Does long distance love last? First person
Problem and Solution: Does long-distance love last?
First person
Name: Jack Hardy
Occupation: School teacher
Country and city: Edinburgh, Scotland
Problem:
I'm Jack, 34 years old. I teach history at school. For the past 2 years I've been in a relationship with an amazing person—her name is Kayla, she lives in Australia. We met on an online bookworm community. From there, friendship, then relationship.
A video call once a month, a few messages every day, and the occasional letter—these are what keep our relationship going.
But recently, a question has often crossed my mind—will this distance ever be bridged? How long can a relationship last, with so much effort and just on the strength of feelings?
I know he loves me. I love him too. But reality, time, location—it's all like an invisible wall.
Will this love be just a feeling? Or will we ever be able to actually sit down and have tea together?
Advice from Askly Help:
Does love mean distance?
Dear Jack,
your words touched my heart because you spoke of a feeling that is uniquely human, and one that many people carry silently.
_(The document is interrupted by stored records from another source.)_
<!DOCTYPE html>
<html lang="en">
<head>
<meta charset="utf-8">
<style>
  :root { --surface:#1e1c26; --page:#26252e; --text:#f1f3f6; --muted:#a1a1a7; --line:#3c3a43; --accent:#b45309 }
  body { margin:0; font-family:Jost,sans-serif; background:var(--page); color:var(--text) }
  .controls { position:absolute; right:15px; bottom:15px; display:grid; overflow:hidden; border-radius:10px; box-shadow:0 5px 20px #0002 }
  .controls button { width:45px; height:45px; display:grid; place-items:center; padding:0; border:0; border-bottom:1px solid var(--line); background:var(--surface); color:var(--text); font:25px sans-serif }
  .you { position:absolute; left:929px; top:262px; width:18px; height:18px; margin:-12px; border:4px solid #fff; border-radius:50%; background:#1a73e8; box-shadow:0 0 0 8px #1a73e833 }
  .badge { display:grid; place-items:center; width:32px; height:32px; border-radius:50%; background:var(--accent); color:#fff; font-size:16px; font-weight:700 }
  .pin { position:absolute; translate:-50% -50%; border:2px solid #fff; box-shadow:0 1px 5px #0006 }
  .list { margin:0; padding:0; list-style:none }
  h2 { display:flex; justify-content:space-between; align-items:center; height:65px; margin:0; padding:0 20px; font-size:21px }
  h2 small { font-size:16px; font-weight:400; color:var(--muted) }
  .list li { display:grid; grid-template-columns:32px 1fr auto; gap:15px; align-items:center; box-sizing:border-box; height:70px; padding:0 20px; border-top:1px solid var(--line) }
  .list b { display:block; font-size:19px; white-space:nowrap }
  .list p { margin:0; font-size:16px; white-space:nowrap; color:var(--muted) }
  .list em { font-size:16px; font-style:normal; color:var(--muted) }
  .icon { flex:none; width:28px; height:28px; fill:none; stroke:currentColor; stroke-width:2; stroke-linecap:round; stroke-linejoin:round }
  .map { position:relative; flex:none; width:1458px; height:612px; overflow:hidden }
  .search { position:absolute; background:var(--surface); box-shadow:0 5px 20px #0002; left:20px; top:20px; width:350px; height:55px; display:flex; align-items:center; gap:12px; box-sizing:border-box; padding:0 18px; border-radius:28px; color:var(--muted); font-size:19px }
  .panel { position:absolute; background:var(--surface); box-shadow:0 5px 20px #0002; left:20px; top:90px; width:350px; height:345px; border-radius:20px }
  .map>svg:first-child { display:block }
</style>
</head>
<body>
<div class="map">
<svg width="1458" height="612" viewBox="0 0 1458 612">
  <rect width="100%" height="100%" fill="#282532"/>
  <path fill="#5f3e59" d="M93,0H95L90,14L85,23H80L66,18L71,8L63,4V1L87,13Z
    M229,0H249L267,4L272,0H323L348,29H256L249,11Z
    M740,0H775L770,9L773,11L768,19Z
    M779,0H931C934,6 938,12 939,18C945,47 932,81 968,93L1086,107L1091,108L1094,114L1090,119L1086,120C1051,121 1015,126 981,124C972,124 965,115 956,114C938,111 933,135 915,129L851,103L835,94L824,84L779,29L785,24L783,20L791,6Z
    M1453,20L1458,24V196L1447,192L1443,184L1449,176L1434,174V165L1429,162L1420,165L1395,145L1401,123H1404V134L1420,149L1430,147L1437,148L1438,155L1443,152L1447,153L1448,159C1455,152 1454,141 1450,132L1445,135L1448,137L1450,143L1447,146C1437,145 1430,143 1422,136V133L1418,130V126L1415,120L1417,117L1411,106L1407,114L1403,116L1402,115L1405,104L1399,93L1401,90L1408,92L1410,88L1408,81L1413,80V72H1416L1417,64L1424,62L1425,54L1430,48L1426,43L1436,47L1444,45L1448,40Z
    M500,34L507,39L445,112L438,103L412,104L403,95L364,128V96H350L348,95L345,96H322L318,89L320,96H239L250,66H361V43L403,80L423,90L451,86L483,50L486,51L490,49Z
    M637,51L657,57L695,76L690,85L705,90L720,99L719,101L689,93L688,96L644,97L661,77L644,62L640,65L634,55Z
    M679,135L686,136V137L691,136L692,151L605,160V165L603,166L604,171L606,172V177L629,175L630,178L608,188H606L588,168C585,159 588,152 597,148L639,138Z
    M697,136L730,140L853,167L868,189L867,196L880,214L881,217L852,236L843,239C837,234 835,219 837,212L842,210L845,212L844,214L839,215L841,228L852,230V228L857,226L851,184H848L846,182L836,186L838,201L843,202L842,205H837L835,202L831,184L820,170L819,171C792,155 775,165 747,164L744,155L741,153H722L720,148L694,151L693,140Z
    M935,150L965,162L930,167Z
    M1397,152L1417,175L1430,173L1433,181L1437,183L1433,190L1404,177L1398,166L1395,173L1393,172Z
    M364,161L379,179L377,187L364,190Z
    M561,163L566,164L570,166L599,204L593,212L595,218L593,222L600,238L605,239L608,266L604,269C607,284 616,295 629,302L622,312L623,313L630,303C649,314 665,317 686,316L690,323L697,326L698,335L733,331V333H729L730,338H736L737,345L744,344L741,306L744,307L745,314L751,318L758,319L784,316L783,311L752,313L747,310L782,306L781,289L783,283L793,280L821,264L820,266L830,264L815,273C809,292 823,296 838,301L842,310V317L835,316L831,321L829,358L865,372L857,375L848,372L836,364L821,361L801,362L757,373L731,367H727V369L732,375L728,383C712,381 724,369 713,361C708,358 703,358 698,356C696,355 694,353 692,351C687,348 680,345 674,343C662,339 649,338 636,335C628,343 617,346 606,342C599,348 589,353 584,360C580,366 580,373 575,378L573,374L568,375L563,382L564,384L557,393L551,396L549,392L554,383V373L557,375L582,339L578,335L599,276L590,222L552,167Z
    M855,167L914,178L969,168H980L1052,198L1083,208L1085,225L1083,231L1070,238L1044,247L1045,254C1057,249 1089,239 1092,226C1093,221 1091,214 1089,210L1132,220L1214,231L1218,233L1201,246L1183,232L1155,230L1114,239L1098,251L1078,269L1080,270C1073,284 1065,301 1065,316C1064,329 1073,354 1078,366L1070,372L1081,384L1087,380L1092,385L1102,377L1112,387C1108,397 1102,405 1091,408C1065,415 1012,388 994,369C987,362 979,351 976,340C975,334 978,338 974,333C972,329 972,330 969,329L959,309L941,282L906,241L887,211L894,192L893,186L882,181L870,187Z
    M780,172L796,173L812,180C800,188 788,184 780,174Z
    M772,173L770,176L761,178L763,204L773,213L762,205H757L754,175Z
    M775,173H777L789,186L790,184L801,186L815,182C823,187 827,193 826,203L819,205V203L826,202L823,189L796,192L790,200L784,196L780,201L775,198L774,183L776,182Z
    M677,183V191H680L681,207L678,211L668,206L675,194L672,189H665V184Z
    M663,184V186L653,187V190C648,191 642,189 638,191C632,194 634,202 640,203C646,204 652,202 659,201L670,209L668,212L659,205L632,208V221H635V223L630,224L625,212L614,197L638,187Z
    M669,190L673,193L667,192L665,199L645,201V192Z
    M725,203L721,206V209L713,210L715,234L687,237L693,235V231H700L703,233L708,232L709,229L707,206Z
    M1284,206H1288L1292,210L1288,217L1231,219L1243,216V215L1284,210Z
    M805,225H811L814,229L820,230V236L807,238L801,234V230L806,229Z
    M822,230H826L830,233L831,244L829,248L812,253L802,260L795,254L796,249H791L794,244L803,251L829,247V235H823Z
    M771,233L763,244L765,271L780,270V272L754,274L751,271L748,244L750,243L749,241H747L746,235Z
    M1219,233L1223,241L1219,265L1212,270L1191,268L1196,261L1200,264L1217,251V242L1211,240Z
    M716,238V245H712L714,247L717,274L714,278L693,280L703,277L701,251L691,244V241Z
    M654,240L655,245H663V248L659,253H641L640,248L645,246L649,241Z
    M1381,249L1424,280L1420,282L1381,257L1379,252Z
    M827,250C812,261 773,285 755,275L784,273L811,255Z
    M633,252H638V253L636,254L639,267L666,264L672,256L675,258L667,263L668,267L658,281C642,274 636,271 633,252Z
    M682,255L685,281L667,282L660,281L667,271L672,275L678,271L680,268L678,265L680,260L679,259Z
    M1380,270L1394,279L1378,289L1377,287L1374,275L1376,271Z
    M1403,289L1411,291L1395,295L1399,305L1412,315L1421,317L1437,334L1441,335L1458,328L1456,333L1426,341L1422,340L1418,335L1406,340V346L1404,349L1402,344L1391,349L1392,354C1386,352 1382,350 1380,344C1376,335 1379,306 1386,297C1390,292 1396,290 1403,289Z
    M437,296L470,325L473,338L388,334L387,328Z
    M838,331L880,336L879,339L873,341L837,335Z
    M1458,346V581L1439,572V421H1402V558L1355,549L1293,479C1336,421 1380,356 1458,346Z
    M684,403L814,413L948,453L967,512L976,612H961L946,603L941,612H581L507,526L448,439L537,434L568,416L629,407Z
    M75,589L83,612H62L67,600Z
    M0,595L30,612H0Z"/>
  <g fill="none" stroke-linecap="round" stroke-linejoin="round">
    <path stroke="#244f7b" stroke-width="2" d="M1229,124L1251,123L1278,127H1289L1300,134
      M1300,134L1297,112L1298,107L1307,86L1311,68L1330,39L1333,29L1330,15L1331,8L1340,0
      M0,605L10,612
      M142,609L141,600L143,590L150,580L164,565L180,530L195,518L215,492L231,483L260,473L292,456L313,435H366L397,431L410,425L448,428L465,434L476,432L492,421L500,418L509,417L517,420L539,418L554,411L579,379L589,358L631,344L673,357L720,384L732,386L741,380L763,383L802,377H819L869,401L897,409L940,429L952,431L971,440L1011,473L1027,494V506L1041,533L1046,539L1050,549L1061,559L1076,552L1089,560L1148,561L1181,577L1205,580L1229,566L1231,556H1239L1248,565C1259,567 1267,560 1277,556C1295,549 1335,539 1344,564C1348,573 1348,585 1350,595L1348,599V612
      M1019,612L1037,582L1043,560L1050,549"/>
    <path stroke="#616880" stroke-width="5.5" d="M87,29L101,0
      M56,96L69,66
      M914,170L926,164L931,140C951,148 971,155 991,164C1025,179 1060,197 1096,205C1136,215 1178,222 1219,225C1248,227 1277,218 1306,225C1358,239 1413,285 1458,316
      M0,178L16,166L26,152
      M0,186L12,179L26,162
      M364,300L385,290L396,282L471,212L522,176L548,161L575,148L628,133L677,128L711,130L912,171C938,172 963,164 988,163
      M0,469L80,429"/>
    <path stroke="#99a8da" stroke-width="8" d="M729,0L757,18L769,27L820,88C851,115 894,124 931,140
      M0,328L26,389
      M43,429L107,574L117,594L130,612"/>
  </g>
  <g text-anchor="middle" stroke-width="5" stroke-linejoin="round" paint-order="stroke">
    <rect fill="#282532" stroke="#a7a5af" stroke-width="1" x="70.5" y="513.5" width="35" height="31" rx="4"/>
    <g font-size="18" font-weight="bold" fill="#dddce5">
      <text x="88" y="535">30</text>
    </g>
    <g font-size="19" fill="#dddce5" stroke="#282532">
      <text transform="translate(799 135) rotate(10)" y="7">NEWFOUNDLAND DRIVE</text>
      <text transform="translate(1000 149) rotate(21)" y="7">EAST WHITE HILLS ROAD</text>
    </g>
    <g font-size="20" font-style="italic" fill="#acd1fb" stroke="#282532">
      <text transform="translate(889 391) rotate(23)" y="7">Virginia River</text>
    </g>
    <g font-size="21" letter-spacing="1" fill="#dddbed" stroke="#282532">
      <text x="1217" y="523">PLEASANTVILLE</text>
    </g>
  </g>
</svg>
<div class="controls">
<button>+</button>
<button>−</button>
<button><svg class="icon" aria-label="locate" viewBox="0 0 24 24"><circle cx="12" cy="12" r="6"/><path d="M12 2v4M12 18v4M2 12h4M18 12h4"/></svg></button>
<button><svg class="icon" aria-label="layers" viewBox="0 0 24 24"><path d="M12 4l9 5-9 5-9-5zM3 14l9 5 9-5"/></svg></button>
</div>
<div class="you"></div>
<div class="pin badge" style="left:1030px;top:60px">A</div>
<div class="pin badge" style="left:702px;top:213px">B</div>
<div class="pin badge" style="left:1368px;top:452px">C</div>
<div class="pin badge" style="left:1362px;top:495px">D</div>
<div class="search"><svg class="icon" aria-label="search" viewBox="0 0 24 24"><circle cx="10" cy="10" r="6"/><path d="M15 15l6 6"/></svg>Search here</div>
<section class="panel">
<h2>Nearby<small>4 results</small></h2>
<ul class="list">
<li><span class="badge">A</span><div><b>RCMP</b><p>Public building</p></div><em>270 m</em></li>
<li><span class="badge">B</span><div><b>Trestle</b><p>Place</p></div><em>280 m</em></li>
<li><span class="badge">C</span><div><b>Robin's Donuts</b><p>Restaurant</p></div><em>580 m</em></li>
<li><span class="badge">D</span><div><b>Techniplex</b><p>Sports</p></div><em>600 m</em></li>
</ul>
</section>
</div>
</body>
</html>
Love is all about feeling—but the question arises when reality confronts you and says, “Your feeling is not enough.”
Still, I will say—love can never be measured solely by geographical proximity.
1. Distance is a test, not a relationship.
Jack, what you're experiencing is a difficult chapter in love—but it's not one-dimensional. Distance is just a reality, but the depth of a relationship is built on trust, respect, and sincerity.
You're keeping the relationship alive through writing—letters, calls, messages. You know, there's a certain emotion in it that's missing even in very close relationships.
2. Clarify the purpose, not the question.
Open communication is much more powerful in love than doubt. Have you sat down with Kayla and had an open conversation about these questions?
What do you two want for the future? Is anyone willing to move to each other's country someday? If the relationship is "endless waiting," then fatigue will come. But if there is "specific planning"—then distance becomes just a matter of time.
3. You don't have to carry the burden of emotions alone.
Maintaining a relationship requires equal effort from both parties. If you keep all your feelings and worries bottled up inside, the relationship becomes one-sided. And it doesn't last long.
Your love is deep and sincere—that's clear. Now you need to transform it into a shared courage between the two of you.
4. Whether it is possible or impossible depends on the criteria of effort.
Countless people today, from both ends of the earth, are weaving dreams of life together, because they have found courage in open communication, joint planning, and the determination to conquer reality.
You can too, if that desire exists between both of you.
A few last words:
Jack,
love often raises questions. But that love gives you the courage to find the answers.
If you believe this relationship is important to your life, then look at it as a possibility, not a question.
After overcoming the temporary ambiguity, maybe one day you will really sit next to Kayla and share not just tea, but your entire life.
Love can travel great distances if we give it enough heart.
May you have courage, may your love live on.